Consist Reporting-Confidence Logic
There are a few factors that can affect applying tags to a car. (assuming we even read tags). When we read both tags, they will be applied. Where we have to be careful is when we only read one tag. How we handle accurate reporting is called “Confidence Logic”. It is dynamically based on site conditions and parameter settings. There are 3 confidence levels and 3 “conditions” that impact tag reporting.
The key philosophy in how confidence logic works is “if in doubt, throw it out.”
You need to understand Intertrack Communications (ITC) before getting into confidence logic. When you have adjacent tracks and trains moving on both, you WILL read tags from the train on the other track. We do not want to report the wrong tag on our train, so how do we deal with it? This requires ITC is correctly cabled and configured. ITC shares data between double track APUs when both tracks are occupied to determine where to apply tags read on both APUs. Maintaining communication with the other APU is vital. Even when no data is to be exchanged, the ITC sends a "heartbeat" that is monitored on the other end. It is constantly checking for the heartbeat. If it does not receive the heartbeat, it assumes the link is down and reports ITC Fail which affects how we report singly tagged cars. The Pentium class APU with 5.x software interchanges more data than the DOS based 4.x APU and sends a different heartbeat. However, they can still be connected if properly configured. The 5.x APU will see it is receiving the 4.x heartbeat and will adjust its ITC logic to match.

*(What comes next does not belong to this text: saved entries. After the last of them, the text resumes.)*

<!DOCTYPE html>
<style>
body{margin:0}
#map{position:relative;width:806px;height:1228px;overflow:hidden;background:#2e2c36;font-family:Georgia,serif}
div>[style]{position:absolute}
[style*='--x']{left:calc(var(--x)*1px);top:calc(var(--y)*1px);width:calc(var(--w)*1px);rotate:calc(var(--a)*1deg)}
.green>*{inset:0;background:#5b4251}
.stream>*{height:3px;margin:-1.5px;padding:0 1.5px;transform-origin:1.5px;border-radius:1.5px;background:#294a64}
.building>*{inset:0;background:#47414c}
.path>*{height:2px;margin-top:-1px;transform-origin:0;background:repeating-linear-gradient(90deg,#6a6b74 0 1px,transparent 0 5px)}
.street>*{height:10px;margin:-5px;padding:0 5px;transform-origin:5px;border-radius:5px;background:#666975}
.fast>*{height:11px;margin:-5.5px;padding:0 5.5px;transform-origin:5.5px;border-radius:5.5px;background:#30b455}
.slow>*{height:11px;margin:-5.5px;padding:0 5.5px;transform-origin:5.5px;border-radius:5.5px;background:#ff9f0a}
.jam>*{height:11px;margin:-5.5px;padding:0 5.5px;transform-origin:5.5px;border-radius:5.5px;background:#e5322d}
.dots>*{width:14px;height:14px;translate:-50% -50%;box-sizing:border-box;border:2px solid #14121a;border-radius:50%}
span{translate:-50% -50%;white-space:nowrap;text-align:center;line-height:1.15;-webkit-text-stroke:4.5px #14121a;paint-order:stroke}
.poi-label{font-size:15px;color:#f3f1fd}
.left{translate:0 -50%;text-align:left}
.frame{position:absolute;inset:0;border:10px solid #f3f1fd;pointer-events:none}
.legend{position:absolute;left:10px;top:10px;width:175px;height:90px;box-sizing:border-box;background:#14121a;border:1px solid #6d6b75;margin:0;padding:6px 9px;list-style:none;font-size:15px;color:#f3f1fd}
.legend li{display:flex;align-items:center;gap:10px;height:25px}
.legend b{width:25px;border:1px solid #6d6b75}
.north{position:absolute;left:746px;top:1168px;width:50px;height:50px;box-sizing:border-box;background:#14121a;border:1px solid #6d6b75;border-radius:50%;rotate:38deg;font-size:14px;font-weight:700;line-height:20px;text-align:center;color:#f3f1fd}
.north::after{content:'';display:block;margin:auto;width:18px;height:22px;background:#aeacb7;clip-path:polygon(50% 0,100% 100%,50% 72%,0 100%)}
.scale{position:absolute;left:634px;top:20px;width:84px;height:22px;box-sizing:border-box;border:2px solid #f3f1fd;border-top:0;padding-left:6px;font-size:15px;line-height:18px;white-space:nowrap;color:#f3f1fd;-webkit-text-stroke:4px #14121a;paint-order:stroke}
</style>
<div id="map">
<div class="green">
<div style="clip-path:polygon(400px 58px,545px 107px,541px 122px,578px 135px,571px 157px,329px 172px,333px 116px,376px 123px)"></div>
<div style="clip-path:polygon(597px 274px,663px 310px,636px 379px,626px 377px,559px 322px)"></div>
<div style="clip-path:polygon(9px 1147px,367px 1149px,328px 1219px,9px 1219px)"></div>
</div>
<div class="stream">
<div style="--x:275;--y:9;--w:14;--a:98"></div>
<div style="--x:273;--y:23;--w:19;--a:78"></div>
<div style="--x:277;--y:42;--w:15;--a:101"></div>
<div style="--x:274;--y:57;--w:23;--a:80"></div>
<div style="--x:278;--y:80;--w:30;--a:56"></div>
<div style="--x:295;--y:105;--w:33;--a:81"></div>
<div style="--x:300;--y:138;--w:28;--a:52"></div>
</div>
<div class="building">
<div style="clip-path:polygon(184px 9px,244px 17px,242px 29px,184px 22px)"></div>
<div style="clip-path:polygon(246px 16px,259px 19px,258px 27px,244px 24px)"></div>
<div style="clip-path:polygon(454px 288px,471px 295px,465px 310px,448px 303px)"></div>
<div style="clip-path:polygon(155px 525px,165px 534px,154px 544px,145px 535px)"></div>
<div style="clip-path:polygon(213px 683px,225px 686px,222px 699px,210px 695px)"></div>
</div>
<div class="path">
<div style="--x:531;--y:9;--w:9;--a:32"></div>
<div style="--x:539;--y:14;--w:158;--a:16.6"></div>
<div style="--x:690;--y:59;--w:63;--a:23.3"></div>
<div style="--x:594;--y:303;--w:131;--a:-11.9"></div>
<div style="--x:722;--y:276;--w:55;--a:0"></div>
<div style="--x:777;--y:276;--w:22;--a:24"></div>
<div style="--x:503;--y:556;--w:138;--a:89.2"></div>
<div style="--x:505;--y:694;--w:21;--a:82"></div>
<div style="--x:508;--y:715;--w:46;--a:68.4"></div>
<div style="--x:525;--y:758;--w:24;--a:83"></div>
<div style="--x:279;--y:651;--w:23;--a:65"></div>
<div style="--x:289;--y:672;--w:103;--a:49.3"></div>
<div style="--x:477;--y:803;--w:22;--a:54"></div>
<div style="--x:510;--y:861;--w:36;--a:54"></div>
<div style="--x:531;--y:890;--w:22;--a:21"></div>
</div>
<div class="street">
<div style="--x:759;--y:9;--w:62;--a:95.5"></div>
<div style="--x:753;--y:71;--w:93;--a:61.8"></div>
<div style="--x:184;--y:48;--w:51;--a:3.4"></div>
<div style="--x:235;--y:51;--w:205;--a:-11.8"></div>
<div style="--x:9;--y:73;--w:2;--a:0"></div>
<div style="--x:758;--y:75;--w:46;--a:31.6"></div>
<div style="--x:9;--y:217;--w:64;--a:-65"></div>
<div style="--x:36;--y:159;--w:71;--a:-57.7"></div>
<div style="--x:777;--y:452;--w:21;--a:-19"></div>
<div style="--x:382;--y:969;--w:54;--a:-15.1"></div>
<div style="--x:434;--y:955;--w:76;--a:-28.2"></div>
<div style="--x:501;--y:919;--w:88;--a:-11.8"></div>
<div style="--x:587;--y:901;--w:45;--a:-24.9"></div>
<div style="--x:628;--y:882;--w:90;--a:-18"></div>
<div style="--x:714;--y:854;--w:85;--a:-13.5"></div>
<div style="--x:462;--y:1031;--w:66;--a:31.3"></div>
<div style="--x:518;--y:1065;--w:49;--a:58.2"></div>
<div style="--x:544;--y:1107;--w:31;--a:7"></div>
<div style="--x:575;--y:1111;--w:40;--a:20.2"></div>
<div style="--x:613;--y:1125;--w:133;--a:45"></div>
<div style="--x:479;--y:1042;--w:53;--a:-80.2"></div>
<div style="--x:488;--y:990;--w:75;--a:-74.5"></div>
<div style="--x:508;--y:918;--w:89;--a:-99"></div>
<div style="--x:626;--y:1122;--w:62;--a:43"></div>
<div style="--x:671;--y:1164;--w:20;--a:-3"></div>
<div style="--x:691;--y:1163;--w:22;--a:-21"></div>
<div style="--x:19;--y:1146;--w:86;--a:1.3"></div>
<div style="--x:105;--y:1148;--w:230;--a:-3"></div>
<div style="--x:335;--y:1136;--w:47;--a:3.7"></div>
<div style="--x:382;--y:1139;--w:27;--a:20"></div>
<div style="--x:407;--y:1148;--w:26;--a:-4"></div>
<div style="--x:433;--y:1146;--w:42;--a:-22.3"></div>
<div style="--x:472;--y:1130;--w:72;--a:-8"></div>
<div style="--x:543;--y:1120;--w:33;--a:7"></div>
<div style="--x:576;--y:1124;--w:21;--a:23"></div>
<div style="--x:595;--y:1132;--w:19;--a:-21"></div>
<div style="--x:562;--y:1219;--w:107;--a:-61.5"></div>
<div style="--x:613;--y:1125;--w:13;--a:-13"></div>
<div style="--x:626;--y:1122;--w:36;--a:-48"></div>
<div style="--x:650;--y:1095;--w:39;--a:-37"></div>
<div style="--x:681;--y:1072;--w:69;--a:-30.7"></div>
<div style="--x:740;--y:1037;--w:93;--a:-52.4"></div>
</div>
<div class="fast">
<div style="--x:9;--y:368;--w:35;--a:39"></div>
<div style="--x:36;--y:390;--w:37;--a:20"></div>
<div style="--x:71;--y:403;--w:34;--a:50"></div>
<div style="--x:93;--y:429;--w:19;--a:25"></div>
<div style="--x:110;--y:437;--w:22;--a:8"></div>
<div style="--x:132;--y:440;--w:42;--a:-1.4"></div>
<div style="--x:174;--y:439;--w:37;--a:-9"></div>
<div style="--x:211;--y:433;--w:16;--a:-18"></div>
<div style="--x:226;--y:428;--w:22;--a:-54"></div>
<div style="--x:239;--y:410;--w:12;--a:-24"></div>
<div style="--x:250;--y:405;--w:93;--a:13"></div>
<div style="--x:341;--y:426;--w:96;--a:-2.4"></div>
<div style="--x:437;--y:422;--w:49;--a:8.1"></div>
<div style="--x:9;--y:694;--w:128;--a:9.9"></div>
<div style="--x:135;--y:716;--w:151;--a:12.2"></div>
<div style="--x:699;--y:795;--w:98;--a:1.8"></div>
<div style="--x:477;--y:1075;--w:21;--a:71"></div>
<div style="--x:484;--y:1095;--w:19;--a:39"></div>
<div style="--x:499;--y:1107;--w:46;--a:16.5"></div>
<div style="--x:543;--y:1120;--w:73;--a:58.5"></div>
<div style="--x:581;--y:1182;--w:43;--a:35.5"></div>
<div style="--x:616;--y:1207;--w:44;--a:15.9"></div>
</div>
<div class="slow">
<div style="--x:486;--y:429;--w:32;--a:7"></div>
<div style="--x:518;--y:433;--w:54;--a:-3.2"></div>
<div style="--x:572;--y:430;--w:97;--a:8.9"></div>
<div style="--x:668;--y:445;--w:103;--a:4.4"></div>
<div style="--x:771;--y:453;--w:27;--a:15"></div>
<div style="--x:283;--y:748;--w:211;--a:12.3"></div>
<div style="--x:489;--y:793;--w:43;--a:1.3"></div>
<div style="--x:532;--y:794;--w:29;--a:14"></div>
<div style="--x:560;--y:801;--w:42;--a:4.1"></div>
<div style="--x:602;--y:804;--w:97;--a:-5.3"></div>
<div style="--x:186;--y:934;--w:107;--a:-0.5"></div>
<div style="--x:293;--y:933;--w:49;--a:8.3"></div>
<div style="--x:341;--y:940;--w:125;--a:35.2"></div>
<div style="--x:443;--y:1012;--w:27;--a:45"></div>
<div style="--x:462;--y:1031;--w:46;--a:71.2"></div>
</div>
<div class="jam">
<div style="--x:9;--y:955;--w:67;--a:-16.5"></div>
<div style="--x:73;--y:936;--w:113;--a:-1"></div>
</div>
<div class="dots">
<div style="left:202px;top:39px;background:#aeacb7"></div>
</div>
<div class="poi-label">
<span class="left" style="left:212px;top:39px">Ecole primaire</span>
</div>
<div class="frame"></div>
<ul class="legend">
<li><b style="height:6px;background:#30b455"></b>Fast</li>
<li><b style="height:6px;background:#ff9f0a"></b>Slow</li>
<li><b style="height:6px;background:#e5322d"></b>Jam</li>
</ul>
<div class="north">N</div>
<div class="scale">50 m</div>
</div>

The following table is from the CNF help screen on the APU. The CNF command is no longer used to setup, but its help is still there and is useful to understand CNF. The confidence settings are done in the parameter editor under AEI reporting options for each active session. These values in this example are the defaults and may need adjustment for your specific site conditions.
AEI CONFIDENCE LOGIC PARAMETERS
The following parameters are used to filter AEI data from outgoing consists based on software comparisons between AEI tag information and axle generated car information.
| Current Settings | |
|---|---|
| Default Confidence Level : 3 | |
| Double Track Active Confidence Level : 2 | |
| ITC Failure Confidence Level : 1 | |
| Conditional Options | Confidence Level Options |
| D - Default. Used when no abnormal conditions exist. | 0 - Tags are not reported. |
| T - Double Track Active. Used when train is active on adjacent track. | 1 - Tag is reported only if both left and right tags were read. |
| F - Intertrack Communications Failure. Used when APU cannot access data on adjacent track's APU. | 2 - Single tags are reported only if no discrepancies exist between car and tag information. |
| 3 - All tags are reported. | |
Confidence Level 3, report all tags:
On single track systems we typically apply all tags read, unless multiples were read over the axle platform and we don’t have a matching pair. On double tracks with single moves and ITC functioning properly, it works like a single track system. Considered condition "Default".
Confidence Level 2, report clean singles:
A single tag read on a car must fit the car. It's compared for correct axle count, car length, EGC, position where read, etc. It can still match with minor disqualifier errors, but too many and it gets reported as an untagged car. Typically, this level is used with both tracks occupied on double track sites. (and ITC functioning properly)-this condition is called:
“DTA," (Double Track Active). Also used for some single tracks where there are "presence aware" adjacent tracks where stray tags might get read.
Confidence Level 1, Must have Both tags to report:
We have to read both tags to report on the car. Typical for double track sites where the ITC communication has failed. When ITC is down, we are not sharing data with the other track's APU. We have no crosschecks or tag filtering so we have to be as defensive as possible in this state.
"ITC Fail"
Version 5.0 exchanges axle and tag data. After the train clears, the APU processes its own train and the train from data received from the other track. If a tag shows up on both consists, it is thrown out.